→ TASK ITEM
Say how many lines in the material below include "position". The answer is the number alone.

→ THE DATA
********************

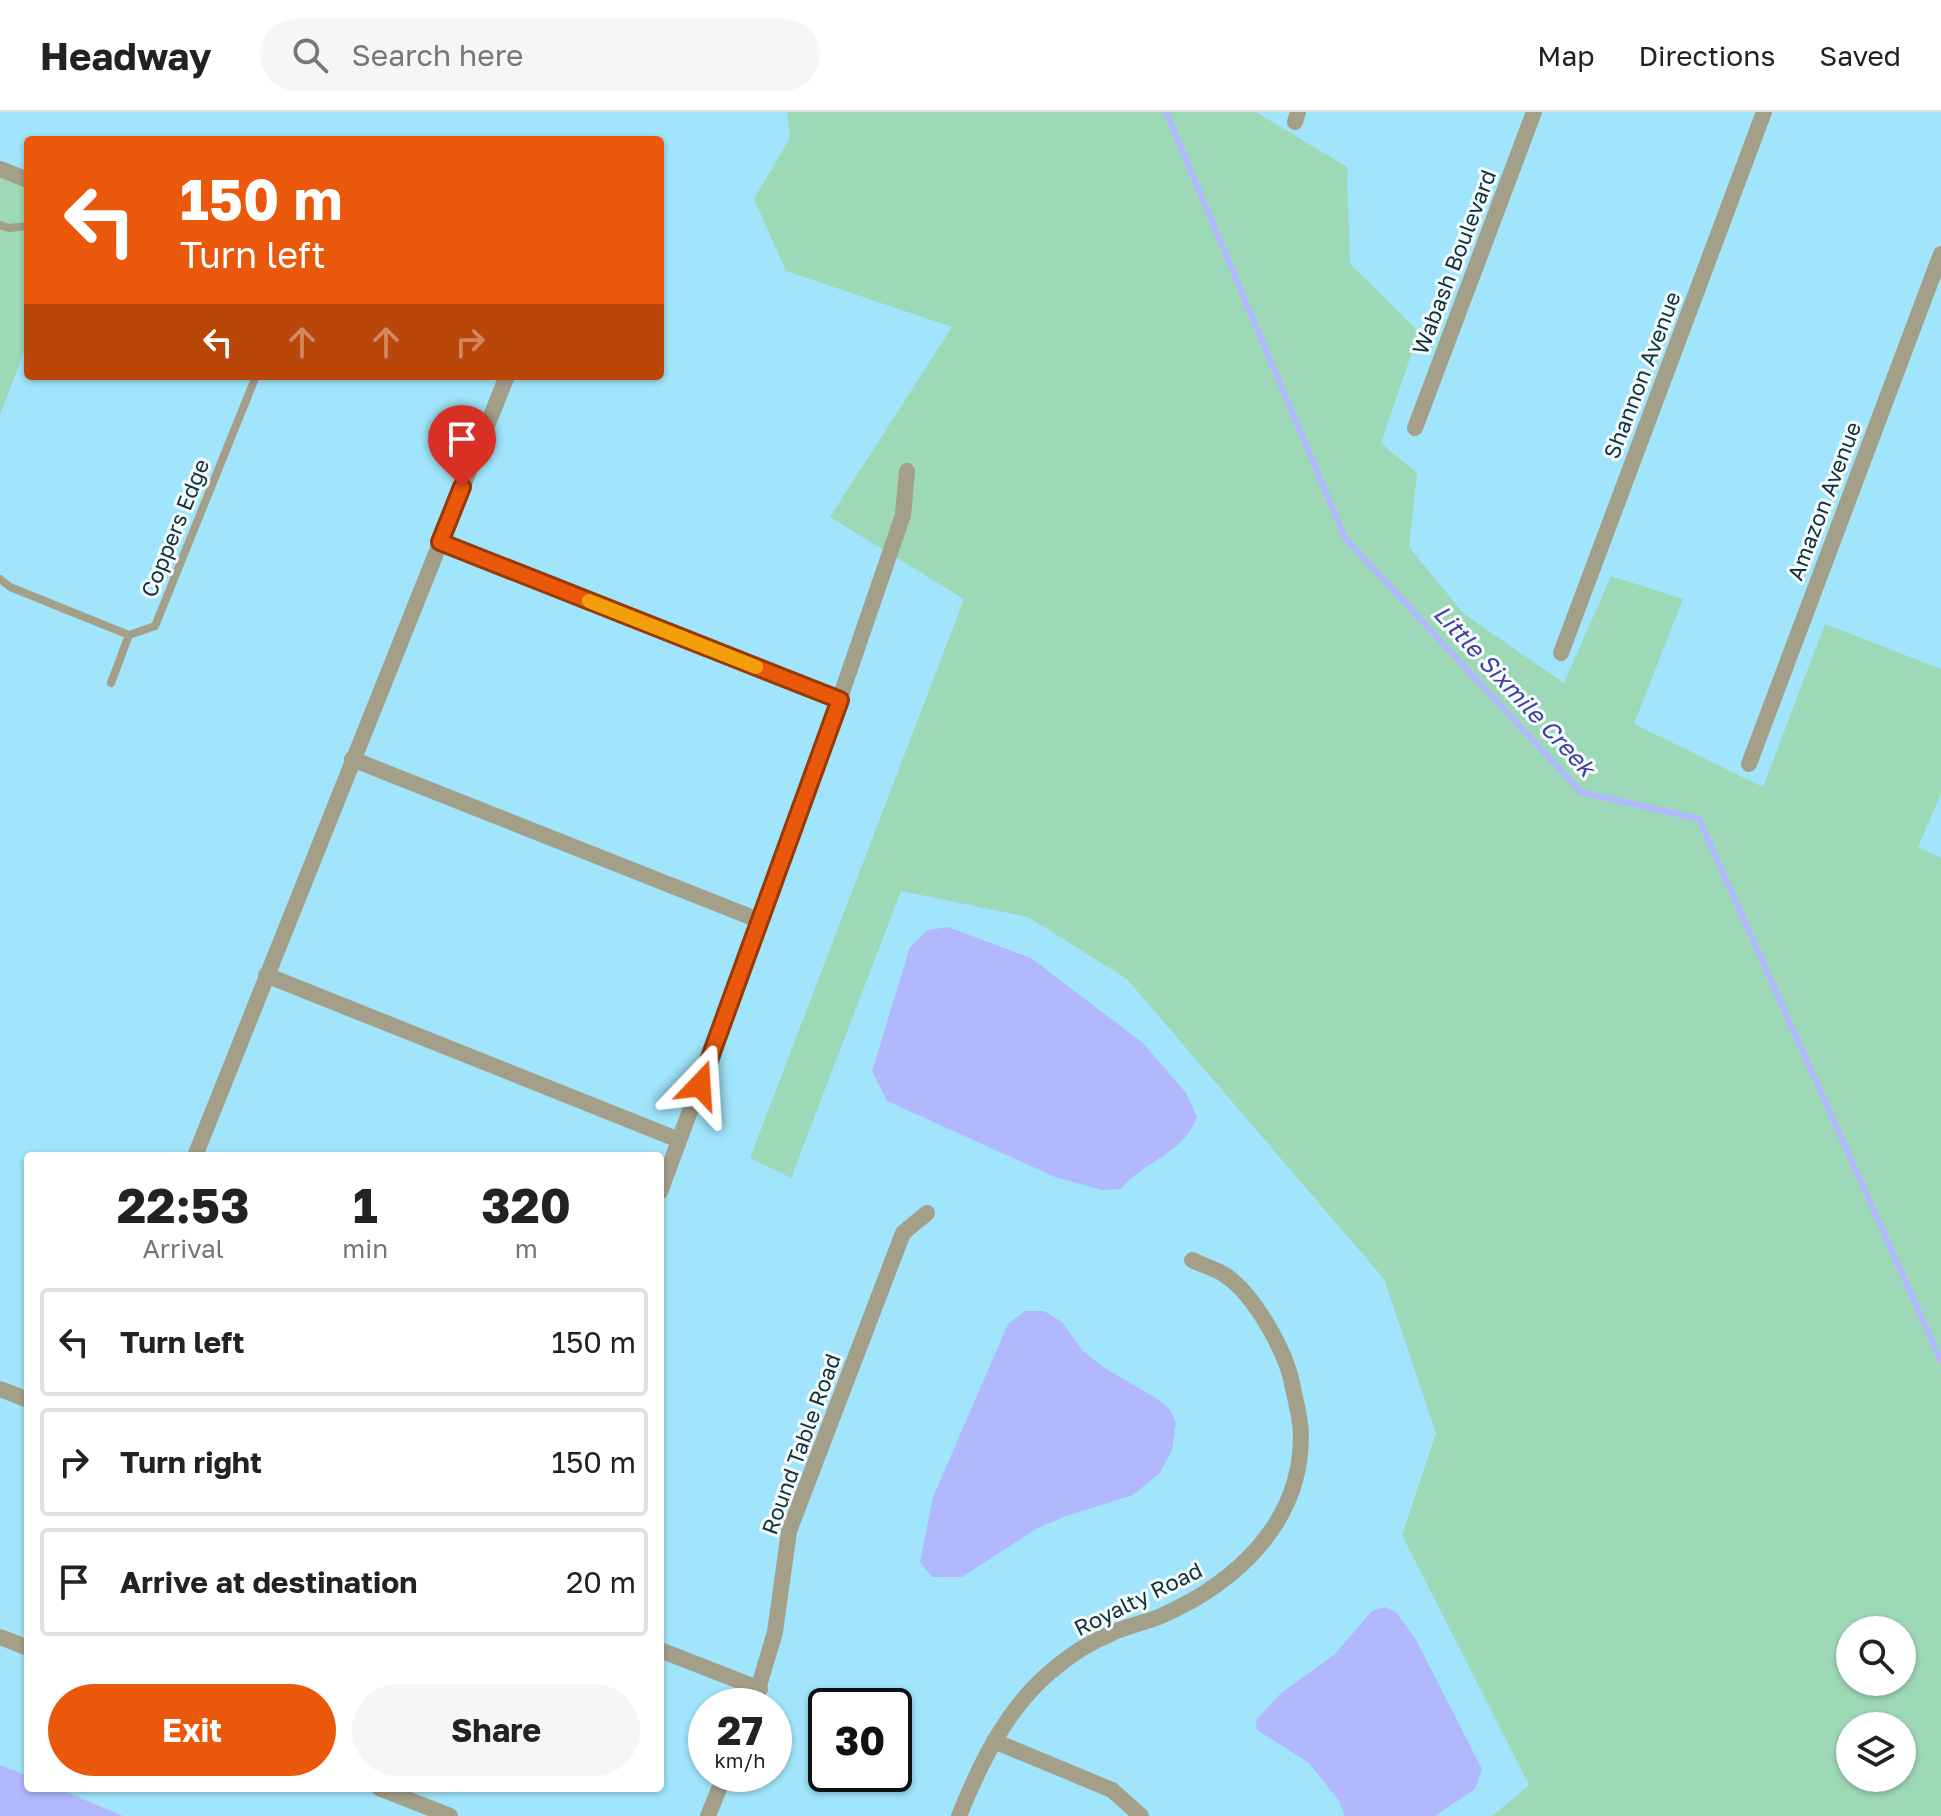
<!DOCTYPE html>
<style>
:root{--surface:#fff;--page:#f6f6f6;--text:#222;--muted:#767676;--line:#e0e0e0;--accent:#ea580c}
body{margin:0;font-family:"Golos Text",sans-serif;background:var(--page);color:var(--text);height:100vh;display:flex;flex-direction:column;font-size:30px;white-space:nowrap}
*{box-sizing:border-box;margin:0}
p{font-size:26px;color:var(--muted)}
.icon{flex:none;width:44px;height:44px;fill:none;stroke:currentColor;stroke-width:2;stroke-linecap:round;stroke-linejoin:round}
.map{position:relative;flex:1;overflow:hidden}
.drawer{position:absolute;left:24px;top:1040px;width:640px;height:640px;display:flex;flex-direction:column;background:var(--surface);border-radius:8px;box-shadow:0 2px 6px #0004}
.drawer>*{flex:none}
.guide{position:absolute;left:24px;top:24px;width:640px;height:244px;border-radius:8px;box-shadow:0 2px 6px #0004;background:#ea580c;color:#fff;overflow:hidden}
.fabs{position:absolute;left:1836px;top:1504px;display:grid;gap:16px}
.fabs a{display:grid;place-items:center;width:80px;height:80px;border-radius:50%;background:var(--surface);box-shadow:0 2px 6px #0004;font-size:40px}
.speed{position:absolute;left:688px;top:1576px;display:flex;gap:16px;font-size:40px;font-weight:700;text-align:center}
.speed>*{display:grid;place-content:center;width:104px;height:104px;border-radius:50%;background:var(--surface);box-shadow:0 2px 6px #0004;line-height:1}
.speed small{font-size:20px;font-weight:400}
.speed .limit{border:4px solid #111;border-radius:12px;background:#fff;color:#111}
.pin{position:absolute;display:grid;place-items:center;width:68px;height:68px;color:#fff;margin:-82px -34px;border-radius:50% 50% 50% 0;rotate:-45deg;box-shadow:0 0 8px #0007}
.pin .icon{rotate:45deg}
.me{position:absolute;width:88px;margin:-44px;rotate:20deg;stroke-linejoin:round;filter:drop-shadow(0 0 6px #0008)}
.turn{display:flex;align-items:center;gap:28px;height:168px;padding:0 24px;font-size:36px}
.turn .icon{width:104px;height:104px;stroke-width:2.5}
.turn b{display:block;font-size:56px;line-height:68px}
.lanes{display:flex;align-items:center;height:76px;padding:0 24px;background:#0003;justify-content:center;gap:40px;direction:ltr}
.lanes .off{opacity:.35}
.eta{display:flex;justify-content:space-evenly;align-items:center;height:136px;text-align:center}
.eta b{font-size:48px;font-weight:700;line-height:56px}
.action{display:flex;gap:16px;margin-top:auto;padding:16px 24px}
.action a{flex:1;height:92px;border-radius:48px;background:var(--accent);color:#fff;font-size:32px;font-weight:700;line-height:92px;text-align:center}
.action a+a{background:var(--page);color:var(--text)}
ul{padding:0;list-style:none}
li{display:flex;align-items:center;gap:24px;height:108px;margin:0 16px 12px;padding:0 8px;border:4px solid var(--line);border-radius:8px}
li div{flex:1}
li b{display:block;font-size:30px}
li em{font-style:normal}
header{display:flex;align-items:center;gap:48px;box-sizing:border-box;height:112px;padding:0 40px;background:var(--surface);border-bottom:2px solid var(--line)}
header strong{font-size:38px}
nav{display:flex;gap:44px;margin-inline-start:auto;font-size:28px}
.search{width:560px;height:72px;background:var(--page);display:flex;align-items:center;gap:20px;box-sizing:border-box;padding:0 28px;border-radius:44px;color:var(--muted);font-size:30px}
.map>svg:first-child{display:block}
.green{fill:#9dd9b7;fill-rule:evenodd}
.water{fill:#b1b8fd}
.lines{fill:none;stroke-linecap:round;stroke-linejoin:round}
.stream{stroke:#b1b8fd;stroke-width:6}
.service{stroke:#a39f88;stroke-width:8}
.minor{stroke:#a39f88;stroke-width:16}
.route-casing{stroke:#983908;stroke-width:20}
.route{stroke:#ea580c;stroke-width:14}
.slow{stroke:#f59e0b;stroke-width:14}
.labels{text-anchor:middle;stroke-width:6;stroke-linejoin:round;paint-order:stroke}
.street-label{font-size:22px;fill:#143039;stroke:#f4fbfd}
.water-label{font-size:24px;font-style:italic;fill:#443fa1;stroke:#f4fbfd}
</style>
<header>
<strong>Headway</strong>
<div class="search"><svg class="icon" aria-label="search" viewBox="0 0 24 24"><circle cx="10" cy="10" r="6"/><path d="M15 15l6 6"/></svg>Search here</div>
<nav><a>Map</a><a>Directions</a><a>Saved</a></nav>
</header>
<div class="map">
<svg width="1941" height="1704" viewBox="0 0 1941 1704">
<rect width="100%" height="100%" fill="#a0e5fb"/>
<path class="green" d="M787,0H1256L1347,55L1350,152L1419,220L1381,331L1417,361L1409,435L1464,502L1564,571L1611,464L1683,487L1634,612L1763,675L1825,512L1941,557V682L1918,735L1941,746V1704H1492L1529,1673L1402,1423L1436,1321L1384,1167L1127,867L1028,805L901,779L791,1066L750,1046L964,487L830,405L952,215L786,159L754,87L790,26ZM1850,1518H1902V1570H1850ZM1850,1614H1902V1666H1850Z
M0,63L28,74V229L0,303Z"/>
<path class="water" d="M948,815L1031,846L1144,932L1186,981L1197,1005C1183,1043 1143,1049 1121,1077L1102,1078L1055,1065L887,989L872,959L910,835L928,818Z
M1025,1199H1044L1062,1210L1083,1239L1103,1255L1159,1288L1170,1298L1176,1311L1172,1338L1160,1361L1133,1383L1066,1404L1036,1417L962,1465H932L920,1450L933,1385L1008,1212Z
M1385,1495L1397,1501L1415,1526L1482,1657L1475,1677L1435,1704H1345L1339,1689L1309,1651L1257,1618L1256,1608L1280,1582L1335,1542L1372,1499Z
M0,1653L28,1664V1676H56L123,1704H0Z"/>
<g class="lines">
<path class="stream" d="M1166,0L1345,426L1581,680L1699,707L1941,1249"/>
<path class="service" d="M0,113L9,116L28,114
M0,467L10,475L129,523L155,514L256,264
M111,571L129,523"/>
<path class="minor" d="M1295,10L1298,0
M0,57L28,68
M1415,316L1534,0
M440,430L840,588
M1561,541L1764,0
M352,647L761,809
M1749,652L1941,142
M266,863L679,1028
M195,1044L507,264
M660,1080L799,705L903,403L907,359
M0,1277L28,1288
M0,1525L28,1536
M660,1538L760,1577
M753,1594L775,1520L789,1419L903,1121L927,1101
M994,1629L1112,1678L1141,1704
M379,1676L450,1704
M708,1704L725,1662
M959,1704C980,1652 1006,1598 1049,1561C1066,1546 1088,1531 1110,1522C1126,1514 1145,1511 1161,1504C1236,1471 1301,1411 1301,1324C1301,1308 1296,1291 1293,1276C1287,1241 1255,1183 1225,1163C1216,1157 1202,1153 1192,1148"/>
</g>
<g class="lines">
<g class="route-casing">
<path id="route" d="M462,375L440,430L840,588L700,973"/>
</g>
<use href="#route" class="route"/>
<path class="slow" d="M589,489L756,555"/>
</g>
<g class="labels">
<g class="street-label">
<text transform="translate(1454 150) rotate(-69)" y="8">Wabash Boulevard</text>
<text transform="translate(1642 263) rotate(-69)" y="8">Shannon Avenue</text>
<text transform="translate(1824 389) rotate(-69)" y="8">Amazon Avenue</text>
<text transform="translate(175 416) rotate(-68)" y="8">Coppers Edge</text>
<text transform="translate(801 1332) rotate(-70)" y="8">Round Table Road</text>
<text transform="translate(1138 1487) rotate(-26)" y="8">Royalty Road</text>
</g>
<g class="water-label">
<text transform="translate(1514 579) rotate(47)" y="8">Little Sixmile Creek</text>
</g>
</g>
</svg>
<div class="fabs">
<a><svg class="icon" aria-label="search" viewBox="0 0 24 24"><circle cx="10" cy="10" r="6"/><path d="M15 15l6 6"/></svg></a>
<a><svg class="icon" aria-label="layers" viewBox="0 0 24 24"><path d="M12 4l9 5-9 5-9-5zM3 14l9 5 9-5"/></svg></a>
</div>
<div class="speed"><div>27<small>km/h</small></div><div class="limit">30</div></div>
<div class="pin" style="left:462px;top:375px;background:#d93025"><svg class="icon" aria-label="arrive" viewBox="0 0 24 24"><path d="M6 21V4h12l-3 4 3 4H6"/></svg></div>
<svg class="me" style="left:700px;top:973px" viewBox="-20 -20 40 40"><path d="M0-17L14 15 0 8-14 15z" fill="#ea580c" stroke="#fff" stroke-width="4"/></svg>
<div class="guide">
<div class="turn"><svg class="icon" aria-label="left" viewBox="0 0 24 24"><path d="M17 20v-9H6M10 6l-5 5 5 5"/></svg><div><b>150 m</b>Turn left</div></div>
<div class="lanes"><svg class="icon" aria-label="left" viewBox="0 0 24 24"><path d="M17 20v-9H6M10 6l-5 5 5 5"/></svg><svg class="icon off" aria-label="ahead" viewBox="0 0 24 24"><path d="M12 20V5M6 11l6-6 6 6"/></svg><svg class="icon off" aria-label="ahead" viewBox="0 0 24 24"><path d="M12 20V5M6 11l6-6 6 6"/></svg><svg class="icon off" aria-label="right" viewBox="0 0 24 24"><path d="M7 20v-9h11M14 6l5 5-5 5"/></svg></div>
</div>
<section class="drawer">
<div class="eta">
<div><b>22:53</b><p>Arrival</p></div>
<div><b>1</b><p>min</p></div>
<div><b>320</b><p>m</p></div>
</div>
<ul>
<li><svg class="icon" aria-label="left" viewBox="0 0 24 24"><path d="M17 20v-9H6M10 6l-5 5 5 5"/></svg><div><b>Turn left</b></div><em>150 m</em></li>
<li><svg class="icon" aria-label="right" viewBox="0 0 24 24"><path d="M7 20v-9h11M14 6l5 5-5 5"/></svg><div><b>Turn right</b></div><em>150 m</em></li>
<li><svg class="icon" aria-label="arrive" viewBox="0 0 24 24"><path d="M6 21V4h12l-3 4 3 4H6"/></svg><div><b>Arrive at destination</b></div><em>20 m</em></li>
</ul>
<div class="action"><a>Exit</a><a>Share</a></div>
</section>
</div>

********************

→ FINISHED TASK
7